Le 13 novembre 2015, Hélène Muyal-Leiris est abattue lors de l'attentat du Bataclan à Paris. À l'origine, "Vous n'aurez pas ma haine" est le titre d'une lettre ouverte publiée sur Facebook par son mari, Antoine Leiris, trois jours après le décès de sa femme. Réalisé par Kilian Riedhof, ce film puissant est une adaptation du livre publié par Antoine Leiris qui raconte comment il va tenter de se reconstruire avec son fils Melvil, âgé de dix-sept mois au moment des attentats. L'acteur Pierre Deladonchamps campe le rôle d'Antoine Leiris tandis que Camélia Jordana incarne une Hélène Muyal-Leiris lumineuse.
Du livre poignant d'Antoine Leiris était déjà né une pièce de théâtre, puis ce film pudique et bouleversant. Présenté cet été dans le cadre du Festival du film de Locarno, ce vibrant hommage a laissé le public de la Piazza Grande bouche bée.
Magnifique de justesse
Comment surmonter une tragédie sans sombrer dans la haine et le désespoir? L'histoire vraie d'Antoine Leiris nous montre une voie possible: à la haine des terroristes, le journaliste oppose l'amour qu'il porte à son jeune fils et à sa femme disparue.
Dans le film du réalisateur allemand Kilian Riedhof, L'interprétation de Pierre Deladonchamps est magnifique de justesse et sa ressemblance physique avec Antoine Leiris bluffante. "J'étais ravi d'avoir été choisi pour l'interpréter parce qu'au moment de son post Facebook et de son passage dans l'émission 'C'est à vous', j'avais été impressionné par son intelligence émotionnelle. Il avait trouvé les mots justes pour parler de l'indicible, pour partager avec toute la France voire le monde, une histoire personnelle mais aussi nationale et internationale. Pour moi c'était un honneur de le camper à l'écran en essayant d'être digne de ce qu'il avait écrit et de ce qu'il est", expliquait l'acteur à la RTS lors du Festival de Locarno.
Ne pas tomber dans le misérabilisme
Incarner une personne réelle de son vivant implique une responsabilité très grande pour Pierre Deladonchamps.

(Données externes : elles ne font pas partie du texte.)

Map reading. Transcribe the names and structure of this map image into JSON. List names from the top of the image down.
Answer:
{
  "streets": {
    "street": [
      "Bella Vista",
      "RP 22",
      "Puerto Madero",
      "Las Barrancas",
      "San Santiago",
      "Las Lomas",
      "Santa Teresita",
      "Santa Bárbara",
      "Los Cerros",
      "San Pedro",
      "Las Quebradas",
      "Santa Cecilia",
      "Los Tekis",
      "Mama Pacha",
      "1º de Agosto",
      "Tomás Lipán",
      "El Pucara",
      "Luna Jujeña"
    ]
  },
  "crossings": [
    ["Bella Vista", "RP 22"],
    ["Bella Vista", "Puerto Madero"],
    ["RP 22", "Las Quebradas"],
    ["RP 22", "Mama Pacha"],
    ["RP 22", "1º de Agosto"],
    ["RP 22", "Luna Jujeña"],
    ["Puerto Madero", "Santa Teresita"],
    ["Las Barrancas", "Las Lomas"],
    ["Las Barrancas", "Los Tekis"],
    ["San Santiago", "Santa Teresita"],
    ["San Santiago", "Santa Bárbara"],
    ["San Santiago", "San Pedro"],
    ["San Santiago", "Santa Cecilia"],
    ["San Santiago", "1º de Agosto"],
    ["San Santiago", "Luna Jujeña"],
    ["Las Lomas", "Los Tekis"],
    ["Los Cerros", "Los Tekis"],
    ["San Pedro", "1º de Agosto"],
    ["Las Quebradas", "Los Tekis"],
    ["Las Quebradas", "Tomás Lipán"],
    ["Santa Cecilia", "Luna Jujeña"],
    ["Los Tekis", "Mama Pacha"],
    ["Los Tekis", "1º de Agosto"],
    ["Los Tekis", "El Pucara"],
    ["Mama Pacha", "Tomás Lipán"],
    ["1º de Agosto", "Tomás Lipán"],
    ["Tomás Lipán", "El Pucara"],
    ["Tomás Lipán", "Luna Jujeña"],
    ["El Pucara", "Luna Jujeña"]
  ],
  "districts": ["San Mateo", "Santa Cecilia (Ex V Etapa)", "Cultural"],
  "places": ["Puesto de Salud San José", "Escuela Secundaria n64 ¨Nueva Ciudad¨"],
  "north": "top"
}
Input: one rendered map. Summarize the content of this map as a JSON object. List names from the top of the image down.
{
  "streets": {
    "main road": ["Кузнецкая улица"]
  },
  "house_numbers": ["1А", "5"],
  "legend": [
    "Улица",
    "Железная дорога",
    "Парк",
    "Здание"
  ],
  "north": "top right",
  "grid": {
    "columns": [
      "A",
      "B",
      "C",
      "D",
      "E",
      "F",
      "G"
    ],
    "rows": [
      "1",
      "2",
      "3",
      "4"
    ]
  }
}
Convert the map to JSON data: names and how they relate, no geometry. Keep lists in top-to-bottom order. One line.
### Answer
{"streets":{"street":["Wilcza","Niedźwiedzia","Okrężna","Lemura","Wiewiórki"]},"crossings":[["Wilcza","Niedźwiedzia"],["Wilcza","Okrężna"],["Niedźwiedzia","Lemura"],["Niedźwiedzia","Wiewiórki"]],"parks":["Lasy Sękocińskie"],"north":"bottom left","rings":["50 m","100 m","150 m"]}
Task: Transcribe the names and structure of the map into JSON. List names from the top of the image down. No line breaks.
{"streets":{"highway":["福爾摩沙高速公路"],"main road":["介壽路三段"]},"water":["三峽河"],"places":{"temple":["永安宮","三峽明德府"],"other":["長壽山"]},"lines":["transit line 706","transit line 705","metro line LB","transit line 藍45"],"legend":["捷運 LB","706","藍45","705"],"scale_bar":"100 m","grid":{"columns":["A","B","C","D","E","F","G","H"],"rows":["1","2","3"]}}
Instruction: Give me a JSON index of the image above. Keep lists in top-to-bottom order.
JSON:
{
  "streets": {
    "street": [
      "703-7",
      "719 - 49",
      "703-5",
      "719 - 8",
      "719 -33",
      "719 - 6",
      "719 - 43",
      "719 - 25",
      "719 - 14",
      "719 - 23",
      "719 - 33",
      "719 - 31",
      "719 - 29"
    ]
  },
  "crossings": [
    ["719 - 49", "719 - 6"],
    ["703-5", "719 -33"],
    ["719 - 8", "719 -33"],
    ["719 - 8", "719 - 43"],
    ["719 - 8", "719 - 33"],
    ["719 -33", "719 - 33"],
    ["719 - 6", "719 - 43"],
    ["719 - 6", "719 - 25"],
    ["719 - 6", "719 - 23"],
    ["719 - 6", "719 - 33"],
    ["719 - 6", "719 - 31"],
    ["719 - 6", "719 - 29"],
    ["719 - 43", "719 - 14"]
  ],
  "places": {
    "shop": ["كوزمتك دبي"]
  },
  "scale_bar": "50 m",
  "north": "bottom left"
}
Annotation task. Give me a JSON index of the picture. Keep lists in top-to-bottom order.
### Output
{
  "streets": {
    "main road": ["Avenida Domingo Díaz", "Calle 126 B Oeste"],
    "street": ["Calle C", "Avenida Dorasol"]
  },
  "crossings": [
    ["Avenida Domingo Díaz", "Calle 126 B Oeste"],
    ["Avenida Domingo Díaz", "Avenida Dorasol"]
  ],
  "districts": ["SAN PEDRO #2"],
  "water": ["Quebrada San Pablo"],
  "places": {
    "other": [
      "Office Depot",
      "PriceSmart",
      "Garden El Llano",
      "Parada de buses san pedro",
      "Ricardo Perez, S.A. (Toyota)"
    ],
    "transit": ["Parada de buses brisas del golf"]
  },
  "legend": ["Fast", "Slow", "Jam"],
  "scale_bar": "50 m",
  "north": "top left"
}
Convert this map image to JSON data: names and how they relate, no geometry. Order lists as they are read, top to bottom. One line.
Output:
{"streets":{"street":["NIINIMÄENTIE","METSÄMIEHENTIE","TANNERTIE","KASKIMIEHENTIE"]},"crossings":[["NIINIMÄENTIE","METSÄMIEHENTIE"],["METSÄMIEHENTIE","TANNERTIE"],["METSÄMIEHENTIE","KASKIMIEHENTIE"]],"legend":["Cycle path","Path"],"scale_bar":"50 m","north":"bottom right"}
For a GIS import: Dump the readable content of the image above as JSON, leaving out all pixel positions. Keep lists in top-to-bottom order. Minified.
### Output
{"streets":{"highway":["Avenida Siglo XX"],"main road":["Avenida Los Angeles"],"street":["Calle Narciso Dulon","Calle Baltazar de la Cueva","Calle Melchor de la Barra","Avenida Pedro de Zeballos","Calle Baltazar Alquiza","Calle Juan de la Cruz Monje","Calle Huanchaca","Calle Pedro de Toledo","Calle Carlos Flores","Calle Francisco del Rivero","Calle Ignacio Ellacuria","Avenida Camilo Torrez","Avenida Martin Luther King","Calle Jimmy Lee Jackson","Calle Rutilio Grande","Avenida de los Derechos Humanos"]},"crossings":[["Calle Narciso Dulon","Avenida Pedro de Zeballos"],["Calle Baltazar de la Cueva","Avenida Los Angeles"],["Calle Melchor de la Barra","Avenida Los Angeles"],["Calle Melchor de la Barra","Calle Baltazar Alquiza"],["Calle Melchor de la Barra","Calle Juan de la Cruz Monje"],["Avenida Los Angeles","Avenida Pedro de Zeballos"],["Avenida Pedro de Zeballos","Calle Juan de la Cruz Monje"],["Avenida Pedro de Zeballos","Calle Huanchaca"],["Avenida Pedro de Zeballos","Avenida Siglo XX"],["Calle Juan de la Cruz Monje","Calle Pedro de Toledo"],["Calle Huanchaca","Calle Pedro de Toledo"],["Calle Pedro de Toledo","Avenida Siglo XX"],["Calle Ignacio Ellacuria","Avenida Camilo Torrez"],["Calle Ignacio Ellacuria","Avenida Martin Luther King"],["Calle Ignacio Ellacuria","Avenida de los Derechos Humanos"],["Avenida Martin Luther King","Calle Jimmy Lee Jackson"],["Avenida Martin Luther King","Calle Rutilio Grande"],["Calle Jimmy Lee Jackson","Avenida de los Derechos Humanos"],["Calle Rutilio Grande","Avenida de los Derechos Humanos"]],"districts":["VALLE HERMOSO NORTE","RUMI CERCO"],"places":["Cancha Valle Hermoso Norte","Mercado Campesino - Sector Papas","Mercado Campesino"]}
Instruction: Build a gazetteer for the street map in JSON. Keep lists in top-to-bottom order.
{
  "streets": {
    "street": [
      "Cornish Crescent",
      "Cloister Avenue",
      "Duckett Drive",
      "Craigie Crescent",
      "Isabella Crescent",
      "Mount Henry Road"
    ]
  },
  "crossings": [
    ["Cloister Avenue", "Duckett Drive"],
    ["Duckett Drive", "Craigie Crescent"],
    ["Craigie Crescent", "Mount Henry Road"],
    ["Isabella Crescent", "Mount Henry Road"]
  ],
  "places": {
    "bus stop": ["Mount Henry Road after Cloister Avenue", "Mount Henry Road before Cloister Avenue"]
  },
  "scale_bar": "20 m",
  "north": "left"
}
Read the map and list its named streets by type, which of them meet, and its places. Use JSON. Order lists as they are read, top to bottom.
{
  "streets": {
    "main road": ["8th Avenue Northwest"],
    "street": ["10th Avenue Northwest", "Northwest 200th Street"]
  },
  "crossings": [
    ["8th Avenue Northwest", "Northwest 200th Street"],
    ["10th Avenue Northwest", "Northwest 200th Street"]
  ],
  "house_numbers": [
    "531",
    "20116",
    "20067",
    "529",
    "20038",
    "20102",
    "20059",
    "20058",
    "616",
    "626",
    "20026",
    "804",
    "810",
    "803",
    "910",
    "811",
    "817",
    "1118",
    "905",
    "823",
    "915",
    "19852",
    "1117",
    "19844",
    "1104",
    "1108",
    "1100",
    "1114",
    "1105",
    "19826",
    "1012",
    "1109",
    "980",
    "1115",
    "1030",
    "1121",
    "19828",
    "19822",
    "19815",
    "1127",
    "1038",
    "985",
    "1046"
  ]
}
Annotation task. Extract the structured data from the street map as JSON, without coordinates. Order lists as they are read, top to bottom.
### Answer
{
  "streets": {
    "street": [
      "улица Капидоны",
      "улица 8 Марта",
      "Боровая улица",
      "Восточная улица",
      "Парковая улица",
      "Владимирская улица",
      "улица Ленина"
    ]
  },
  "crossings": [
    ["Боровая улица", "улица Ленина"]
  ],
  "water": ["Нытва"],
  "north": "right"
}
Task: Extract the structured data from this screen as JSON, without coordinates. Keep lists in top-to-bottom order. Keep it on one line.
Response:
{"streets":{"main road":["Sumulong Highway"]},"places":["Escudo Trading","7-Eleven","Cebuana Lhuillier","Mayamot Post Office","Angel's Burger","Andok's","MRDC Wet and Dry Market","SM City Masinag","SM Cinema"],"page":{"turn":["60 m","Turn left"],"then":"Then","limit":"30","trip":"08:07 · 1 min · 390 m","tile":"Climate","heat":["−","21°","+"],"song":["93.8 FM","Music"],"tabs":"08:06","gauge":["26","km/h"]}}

S'ils ne se sont pas rencontrés physiquement, l'acteur et Antoine Leiris ont échangé des messages instantanés. "Je sais qu'il a vu le film et qu'il en est content. Ça me soulage. C'était très important pour moi d'avoir en tête toute la dignité dont il a fait preuve et de ne jamais tomber dans le misérabilisme ou le sensationnalisme" souligne l'acteur.
Dans le rôle du petit Melvil, Zoé Iorios. Une petite fille dont Pierre Deladonchamps a dû gagner la confiance pour créer ce lien intime et bouleversant qui traverse l'écran. "J'ai tissé un lien très fort avec Zoé et avec sa famille", explique l'acteur.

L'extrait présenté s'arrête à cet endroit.